Decisão: NEGADO PROVIMENTO.
Área Temática: DIR CIV - DIR REAIS.
Legislação Nacional: DL 468/71 DE 1971/11/05.
D DE 1892/12/19.
D 5787-IIII DE 1919/05/10.
Sumário: I - As obrigações de consentir a passagem da fiscalização dos serviços hidráulicos e de fazer ou não fazer determinadas obras nas margens de uma corrente de água, por serem simples servidões, não são suficientes para justificar o direito de propriedade do Estado sobre tais margens, uma vez que tal direito só pode existir em relação às margens das correntes navegáveis ou flutuáveis e em relação às que se situam em terrenos do Estado.

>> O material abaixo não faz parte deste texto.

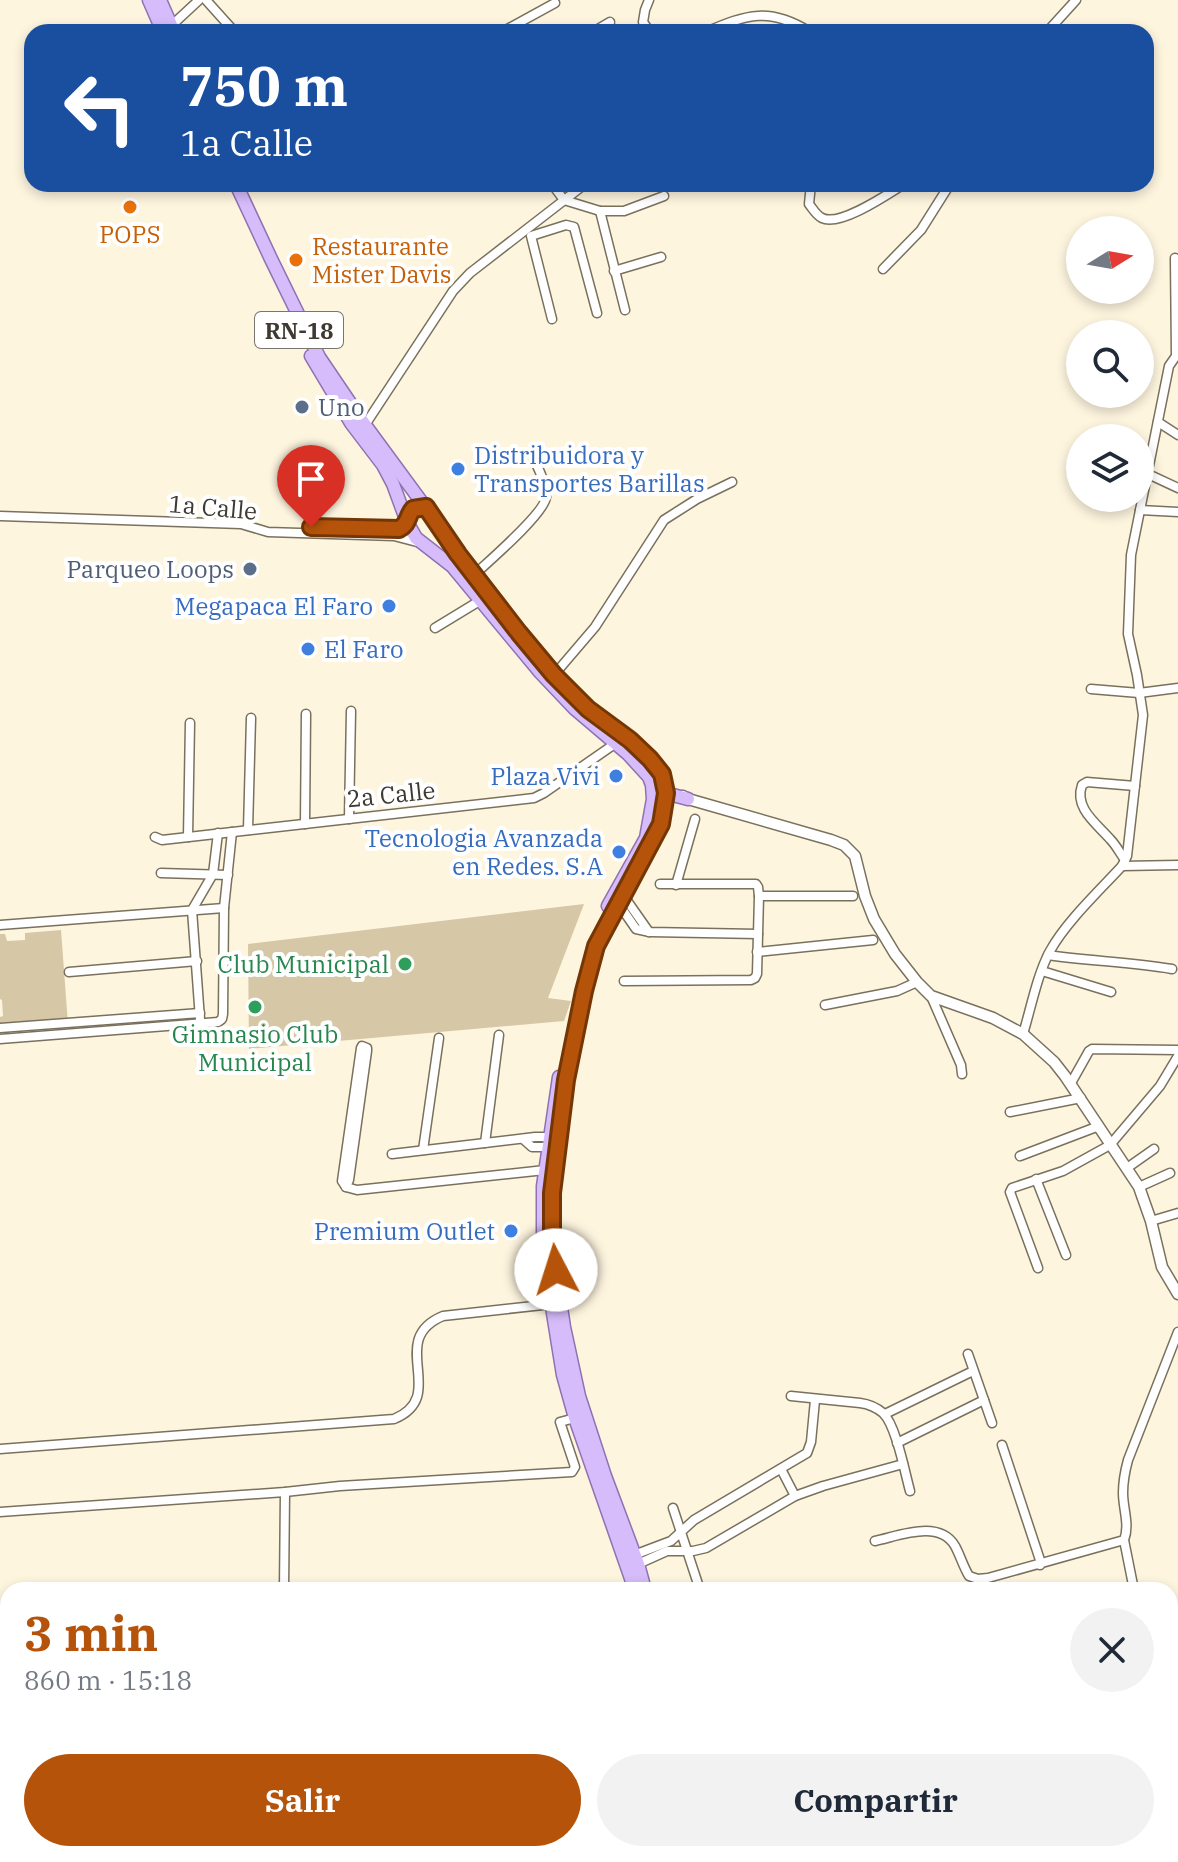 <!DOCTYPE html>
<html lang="es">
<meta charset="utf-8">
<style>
body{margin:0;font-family:"IBM Plex Serif",serif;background:#f2f2f3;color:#1f2937;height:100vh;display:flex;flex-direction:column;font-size:30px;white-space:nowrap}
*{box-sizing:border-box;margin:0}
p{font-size:26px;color:#747a83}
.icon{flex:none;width:44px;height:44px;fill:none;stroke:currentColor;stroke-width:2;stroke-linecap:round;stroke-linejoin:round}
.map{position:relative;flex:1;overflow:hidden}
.panel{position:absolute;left:0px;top:1582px;width:1178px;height:280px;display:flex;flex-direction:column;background:#fff;border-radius:24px 24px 0 0;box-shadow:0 4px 12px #0003}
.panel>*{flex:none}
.guide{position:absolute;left:24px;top:24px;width:1130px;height:168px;border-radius:24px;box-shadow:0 4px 12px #0003;background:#1a4fa0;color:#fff;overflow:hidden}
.needle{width:52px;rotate:79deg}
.controls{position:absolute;left:1066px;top:216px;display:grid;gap:16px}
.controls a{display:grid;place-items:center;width:88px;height:88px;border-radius:50%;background:#fff;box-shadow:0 4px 12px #0003;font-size:40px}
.pin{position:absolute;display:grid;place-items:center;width:68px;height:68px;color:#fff;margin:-82px -34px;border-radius:50% 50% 50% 0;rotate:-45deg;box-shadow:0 0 8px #0007}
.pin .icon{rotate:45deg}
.me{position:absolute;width:88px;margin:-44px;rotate:355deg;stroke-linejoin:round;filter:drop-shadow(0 0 6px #0008)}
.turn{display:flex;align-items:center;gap:28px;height:168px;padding:0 24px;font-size:36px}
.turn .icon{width:104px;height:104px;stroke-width:2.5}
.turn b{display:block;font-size:56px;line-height:68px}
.round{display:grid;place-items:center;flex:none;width:84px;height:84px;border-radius:42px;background:#f2f2f3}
.head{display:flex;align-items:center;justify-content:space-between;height:136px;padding:0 24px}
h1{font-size:48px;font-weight:800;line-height:60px;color:#b45309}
.action{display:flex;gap:16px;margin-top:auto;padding:16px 24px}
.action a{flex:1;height:92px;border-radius:48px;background:#b45309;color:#fff;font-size:32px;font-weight:800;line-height:92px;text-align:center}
.action a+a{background:#f2f2f3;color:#1f2937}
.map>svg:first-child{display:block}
.green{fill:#d6c8a7}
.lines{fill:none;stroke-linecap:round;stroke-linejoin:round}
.minor-casing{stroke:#79715e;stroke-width:11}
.tertiary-casing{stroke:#79715e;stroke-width:13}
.primary-casing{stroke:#8f72b2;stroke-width:15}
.minor{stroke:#fff;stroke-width:8}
.tertiary{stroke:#fff;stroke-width:10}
.primary{stroke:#d6bcfa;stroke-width:12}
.route-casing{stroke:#753606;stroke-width:20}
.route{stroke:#b45309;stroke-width:14}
.food-dot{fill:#e8710a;stroke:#fff;stroke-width:3}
.service-dot{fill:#5c6f8a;stroke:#fff;stroke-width:3}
.shop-dot{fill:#3f7fe0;stroke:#fff;stroke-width:3}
.leisure-dot{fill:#2e9e5b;stroke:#fff;stroke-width:3}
.labels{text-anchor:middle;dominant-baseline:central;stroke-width:8;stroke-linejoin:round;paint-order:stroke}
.shield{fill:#fff;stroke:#787570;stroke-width:2}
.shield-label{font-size:22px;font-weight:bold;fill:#3e3a32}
.food-label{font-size:24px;fill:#c56008;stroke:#fff}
.service-label{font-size:24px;fill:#4e5e75;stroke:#fff;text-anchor:start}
.shop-label{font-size:24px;fill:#366cbe;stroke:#fff;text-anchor:end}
.street-label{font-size:24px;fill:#3e3a32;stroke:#fff}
.leisure-label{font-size:24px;fill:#27864d;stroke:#fff;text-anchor:end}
</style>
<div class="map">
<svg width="1178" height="1862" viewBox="0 0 1178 1862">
<rect width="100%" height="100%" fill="#fef5df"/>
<g class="green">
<path d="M584,904L548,998L571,1001L564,1021L249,1049L248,944Z"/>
<path d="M61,930L68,1024L0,1029V1017L3,1016L2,1000L0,999V934H5L7,941L25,940V933Z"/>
</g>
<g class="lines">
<g class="minor-casing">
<g id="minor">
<path d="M206,0L232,29"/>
<path d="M649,0L645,10L643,22L650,32"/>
<path d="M171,26L199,0"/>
<path d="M440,32H441"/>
<path d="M502,32L555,3"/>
<path d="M593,32L610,22"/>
<path d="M706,32C747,14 770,7 810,32"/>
<path d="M1047,32L1076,0"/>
<path d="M552,184L564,200L600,211H624L664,196"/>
<path d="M811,184L809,204C813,209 816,215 822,218C840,227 888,194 904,184"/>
<path d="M600,211L625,310"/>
<path d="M883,269L921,230L950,184"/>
<path d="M614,271L661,257"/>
<path d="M552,319L531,236L566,225L574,227L597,313"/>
<path d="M1158,422L1178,435"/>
<path d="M365,425L453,291L470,273L585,184"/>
<path d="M1148,474L1178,488"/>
<path d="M1140,510L1178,512"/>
<path d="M0,516L241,524L268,532L394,536L417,542"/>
<path d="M311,527L395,529L402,527L407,522"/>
<path d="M474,575C488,562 545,513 546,497C546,482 538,468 532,455"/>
<path d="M435,628L481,600"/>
<path d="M554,675L595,627L664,520L697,499L732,482"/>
<path d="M1091,689L1139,693L1178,688"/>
<path d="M349,819L351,711"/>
<path d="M305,824L306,714"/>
<path d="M248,830L251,718"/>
<path d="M155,837L162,840L534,798L544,793L616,743"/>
<path d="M188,837L190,723"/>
<path d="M1125,860C1120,853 1116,845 1110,839C1096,823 1074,808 1082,785L1087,782L1135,786"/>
<path d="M1122,866L1178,865"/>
<path d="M161,873L228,875"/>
<path d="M676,885L695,819"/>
<path d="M623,895L649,932"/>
<path d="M759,896H853"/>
<path d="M618,903L636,929L650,932L758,934"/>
<path d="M0,925L224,908"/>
<path d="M757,952L873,940"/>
<path d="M1048,955C1089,961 1131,962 1172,969"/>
<path d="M1042,971L1111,992"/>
<path d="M69,972L197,961"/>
<path d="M624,981L751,980L755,978L757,974L759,896L758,887L756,884H660"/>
<path d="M931,996L961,1065L962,1074"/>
<path d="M825,1005L897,991L917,982"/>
<path d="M200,1019L192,910L213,874L218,833"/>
<path d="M0,1028L200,1013"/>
<path d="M1023,1034C1031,1008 1037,975 1050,951C1066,922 1099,891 1122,866L1127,856L1143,715L1137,675L1128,634L1131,555L1169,366L1176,356L1175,258"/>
<path d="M0,1039L218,1022L222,1019L223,1014L224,908L232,832"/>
<path d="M362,1046L367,1048V1051L349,1180L346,1187L342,1181L361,1048Z"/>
<path d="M1071,1083L1089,1051L1092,1049L1178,1050"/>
<path d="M1010,1112L1081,1098"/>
<path d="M523,1139L532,1147H548"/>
<path d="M485,1143L499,1035"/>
<path d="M423,1150L439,1038"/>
<path d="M392,1154L535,1137H549"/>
<path d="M1020,1156L1099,1126"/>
<path d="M1127,1168L1154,1149"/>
<path d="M1036,1179L1066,1255"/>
<path d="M346,1187L357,1190L545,1170"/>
<path d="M1139,1187L1170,1173"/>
<path d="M1151,1221L1178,1213"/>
<path d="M1038,1268L1010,1192L1012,1188L1063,1171L1110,1145L1160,1086L1178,1056"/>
<path d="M968,1354L992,1423"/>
<path d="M791,1396L860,1403C868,1404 877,1408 883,1413C896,1425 905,1473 910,1491"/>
<path d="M885,1414L973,1371"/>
<path d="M897,1443L984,1400"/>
<path d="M1002,1445L1040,1560V1565"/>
<path d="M0,1449L394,1419C450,1396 385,1340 443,1316L552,1304"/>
<path d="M781,1469L795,1496"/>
<path d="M673,1508L698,1584"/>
<path d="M0,1512L285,1492L340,1486L572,1472L575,1467L560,1422L575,1418"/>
<path d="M1124,1540L1134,1590"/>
<path d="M875,1541C899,1536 939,1519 955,1546C960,1555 963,1566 969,1576L978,1579L988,1578L1124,1540C1130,1525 1123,1509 1123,1493C1123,1481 1125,1471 1128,1460L1178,1332"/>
<path d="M634,1555L671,1541L694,1520L807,1453L811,1442L815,1400"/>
<path d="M638,1564L667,1551H693L706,1548L795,1496L823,1486L903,1464"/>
<path d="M284,1590L285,1492"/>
<path d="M1170,1731L1178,1730"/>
<path d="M8,1770L5,1778L8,1826"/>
<path d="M0,1842L8,1841"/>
<path d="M25,1854V1855"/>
<path d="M78,1854L79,1862"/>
<path d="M98,1854L99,1862"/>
<path d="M354,1854V1862"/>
<path d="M373,1854L374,1862"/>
<path d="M426,1854L427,1862"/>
<path d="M444,1854L445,1862"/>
<path d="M588,1854L589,1862"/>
<path d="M497,1859L562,1854"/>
<path d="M145,1862L248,1854"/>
<path d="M1057,1862L1065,1854"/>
</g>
</g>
<g class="tertiary-casing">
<path id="tertiary" d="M683,796L688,799L831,840L844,845L855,856L865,896L874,919L895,954L917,982L931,996L993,1018L1023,1034L1054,1062L1065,1076L1139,1187L1151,1221L1162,1267L1178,1294"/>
</g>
<g class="primary-casing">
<g id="primary">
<path d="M149,0L163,32"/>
<path d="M160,0L174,32"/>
<path d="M236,184L271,259L319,357L365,425L440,527L458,554L519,633L554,675L588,709L642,750L662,774L666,793L661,824L596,946L584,991L566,1080L552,1193V1249L564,1327L579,1396L605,1476L638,1564L645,1590"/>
<path d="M311,356L351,423L383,465L393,484L407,522L416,538L452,566L539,671L575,709L628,754L649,777L652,785L653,799L646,838L608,906"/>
<path d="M662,789L673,795L688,799"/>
<path d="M559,1077L543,1186V1245L546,1270L563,1375L575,1418L635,1590"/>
<path d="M701,1854L703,1862"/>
<path d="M714,1854L716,1862"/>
</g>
</g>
<use href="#minor" class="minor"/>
<use href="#tertiary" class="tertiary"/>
<use href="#primary" class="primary"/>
</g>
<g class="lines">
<g class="route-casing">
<path id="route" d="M311,527L399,529C409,524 407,516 413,509L426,507L458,554L519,633L554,675L588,709L630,740L650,759L662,774L666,793L661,824L596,946L584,991L566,1080L552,1193V1249L556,1270"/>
</g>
<use href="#route" class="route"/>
</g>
<g class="food-dot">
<circle cx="130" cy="207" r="8"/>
<circle cx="296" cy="260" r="8"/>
</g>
<g class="service-dot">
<circle cx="302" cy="407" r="8"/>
<circle cx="250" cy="569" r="8"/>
</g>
<g class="shop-dot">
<circle cx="458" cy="469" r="8"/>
<circle cx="389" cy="606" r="8"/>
<circle cx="308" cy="649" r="8"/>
<circle cx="616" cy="776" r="8"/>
<circle cx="619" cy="852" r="8"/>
<circle cx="511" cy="1231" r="8"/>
</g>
<g class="leisure-dot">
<circle cx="405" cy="964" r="8"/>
<circle cx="255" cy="1007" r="8"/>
</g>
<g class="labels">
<rect class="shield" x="255" y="312" width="88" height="36" rx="6"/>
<g class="shield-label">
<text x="299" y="330">RN-18</text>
</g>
<g class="food-label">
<text x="130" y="234">POPS</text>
<text x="312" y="246" text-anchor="start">Restaurante<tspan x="312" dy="28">Mister Davis</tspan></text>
</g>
<g class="service-label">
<text x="318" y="407">Uno</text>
<text x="234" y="569" text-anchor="end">Parqueo Loops</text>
</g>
<g class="shop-label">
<text x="474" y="455" text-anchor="start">Distribuidora y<tspan x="474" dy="28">Transportes Barillas</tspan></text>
<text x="373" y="606">Megapaca El Faro</text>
<text x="324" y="649" text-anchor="start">El Faro</text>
<text x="600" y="776">Plaza Vivi</text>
<text x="603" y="838">Tecnologia Avanzada<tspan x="603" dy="28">en Redes. S.A</tspan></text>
<text x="495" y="1231">Premium Outlet</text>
</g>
<g class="street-label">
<text transform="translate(213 507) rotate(5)">1a Calle</text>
<text transform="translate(391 794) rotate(-6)">2a Calle</text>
</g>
<g class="leisure-label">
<text x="389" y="964">Club Municipal</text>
<text x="255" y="1034" text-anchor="middle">Gimnasio Club<tspan x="255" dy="28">Municipal</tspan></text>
</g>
</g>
</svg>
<div class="controls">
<a><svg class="needle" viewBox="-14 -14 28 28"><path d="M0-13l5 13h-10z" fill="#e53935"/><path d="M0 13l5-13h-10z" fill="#747a83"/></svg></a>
<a><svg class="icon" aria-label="search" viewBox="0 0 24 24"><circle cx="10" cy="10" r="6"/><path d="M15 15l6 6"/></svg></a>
<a><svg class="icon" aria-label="layers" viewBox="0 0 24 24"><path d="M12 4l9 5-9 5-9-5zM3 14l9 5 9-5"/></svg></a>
</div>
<div class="pin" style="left:311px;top:527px;background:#d93025"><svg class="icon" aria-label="arrive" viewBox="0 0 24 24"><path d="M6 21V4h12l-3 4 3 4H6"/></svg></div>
<svg class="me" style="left:556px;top:1270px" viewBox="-20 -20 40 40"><circle r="19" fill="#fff"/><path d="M0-13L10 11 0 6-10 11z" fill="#b45309"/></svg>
<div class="guide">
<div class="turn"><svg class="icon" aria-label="left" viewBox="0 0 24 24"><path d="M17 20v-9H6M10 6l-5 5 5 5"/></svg><div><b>750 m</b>1a Calle</div></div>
</div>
<section class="panel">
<div class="head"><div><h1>3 min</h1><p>860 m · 15:18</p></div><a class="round"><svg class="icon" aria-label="close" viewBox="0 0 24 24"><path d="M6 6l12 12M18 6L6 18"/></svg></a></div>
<div class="action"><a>Salir</a><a>Compartir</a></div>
</section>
</div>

II - Quando, em relação a uma corrente de água, se não alegue que ela é navegável ou flutuável, nem que o terreno que a margina, no local em causa, é pertença do Estado, este é parte ilegítima para ser demandado numa acção em que peça o reconhecimento ou a constituição de uma servidão, sobre os terrenos constitutivos das suas margens.
III - É matéria de direito, pelo que não deve ser especificada ou quesitada, a alegação de que determinadas águas são públicas.